Try right now — SMILE!

See! It works.

OK then, DON’T SMILE. Gotcha. It works. :- )

Smile, laugh, and the whole world smiles with you. Frown, and you frown alone.

SMILING IMPROVES PRACTICE PERFORMANCE

But smiling can also improve your practice.

A happier office will have better performance.

“Smiling can have a positive impact on our performance at work. Research has shown that when we smile, we experience a boost in mood and a reduction in stress levels. This can lead to increased productivity and better performance on tasks.”*

2 METHODS TO SMILE MORE IN YOUR CHIROPRACTIC HEALTHCARE OFFICE

Old School Trick: Front Desk Mirror

Place a mirror facing towards the staff on the front desk. It should be so that it can be seen by whomever is working at the desk and answering the phones.

Place a caption on the bottom of the mirror. Something like: SHOW YOUR TEETH!

People can tell if you are smiling when they talk with you on the phone.

Morning Meeting Jokes

For your morning case management meetings, one person is assigned to tell a joke. The next day, it is someone else’s turn to tell a joke. Each team member must tell a joke.

Yes, the jokes are usually dumb, and it can be embarrassing. But it is also can be funny!

And besides, there is B.J. Palmer’s Rule Number 9:

“Don’t take yourself too damn seriously.”

So, that’s it.

Don’t be so serious!

Smile more, and you’ll find more things to smile about.
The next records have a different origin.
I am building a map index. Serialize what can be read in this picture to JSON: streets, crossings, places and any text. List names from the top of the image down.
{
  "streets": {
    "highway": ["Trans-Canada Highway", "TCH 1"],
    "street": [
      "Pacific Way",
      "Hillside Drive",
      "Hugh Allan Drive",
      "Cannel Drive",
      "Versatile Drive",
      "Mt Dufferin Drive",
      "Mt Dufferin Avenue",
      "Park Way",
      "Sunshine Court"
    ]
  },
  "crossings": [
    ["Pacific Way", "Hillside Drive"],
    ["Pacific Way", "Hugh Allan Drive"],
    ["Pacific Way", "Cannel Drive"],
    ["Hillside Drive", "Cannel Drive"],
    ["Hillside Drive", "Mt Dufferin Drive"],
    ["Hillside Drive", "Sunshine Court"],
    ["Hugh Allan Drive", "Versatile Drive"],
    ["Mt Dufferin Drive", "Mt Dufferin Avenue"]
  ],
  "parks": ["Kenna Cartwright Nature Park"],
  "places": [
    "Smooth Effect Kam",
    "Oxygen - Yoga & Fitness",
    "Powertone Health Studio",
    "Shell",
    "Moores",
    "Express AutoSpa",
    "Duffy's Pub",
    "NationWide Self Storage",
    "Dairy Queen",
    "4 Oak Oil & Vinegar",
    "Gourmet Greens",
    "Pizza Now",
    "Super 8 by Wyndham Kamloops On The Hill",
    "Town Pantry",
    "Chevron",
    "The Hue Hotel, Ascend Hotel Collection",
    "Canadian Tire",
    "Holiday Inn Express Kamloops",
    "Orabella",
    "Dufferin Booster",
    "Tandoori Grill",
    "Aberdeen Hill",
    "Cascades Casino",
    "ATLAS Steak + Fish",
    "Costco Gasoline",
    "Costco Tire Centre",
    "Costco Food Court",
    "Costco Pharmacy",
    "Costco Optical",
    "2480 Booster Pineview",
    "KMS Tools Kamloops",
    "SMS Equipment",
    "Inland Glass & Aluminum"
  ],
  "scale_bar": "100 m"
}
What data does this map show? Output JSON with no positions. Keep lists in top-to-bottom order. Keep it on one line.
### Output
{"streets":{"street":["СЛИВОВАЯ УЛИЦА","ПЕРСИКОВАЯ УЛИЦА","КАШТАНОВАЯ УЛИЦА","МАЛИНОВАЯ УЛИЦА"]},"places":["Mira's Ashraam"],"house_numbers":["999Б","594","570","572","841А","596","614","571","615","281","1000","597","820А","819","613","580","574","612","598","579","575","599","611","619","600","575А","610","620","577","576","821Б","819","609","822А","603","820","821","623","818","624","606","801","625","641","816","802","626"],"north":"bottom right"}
To help get you started, I found some chiropractic jokes and put a few of them below. More are on our Blog. (Also added an acupuncturist and dental joke.)

Have a funny day!

😊

Ed

Some bad jokes!

I never believed that chiropractors could solve my back problems.

2 weeks later, I stand corrected.

Did you hear about the chiropractor who got in trouble with the IRS?

It was for back taxes.

What do you call two chiropractors who’ve got each other’s backs?

Vertebros.

My chiropractor and I got into a terrible fight in the middle of my neck treatment.

Now I have to spend the rest of my life looking over my shoulder.

What’s the difference between a chiropractor and a proctologist?

You go to one if you need your finger cracked and the other if you need your crack fingered.

I went to the acupuncturist the other day.

When I got home my voodoo doll was dead

Be kind to your dentist.

He has fillings too.

My chiropractor is serious as hell.

But he still cracks me up.

“But Quasimodo, what makes you think you need to see a chiropractor?”

“Oh, it’s just a hunch…”

I go to the chiropractor because my wife told me to.

At least I assume that’s what she meant when she said, “Prove to me you have a spine.”

I had to quit going to the chiropractor …

I felt he was always trying to manipulate me.

Does anyone remember the joke I made about the Chiropractor?

It was about a weak back.

Went to see my chiropractor for the first time in a long time.

First thing he said when I walked into his office was “Glad to see your back!”

How many chiropractors does it take to change a light bulb?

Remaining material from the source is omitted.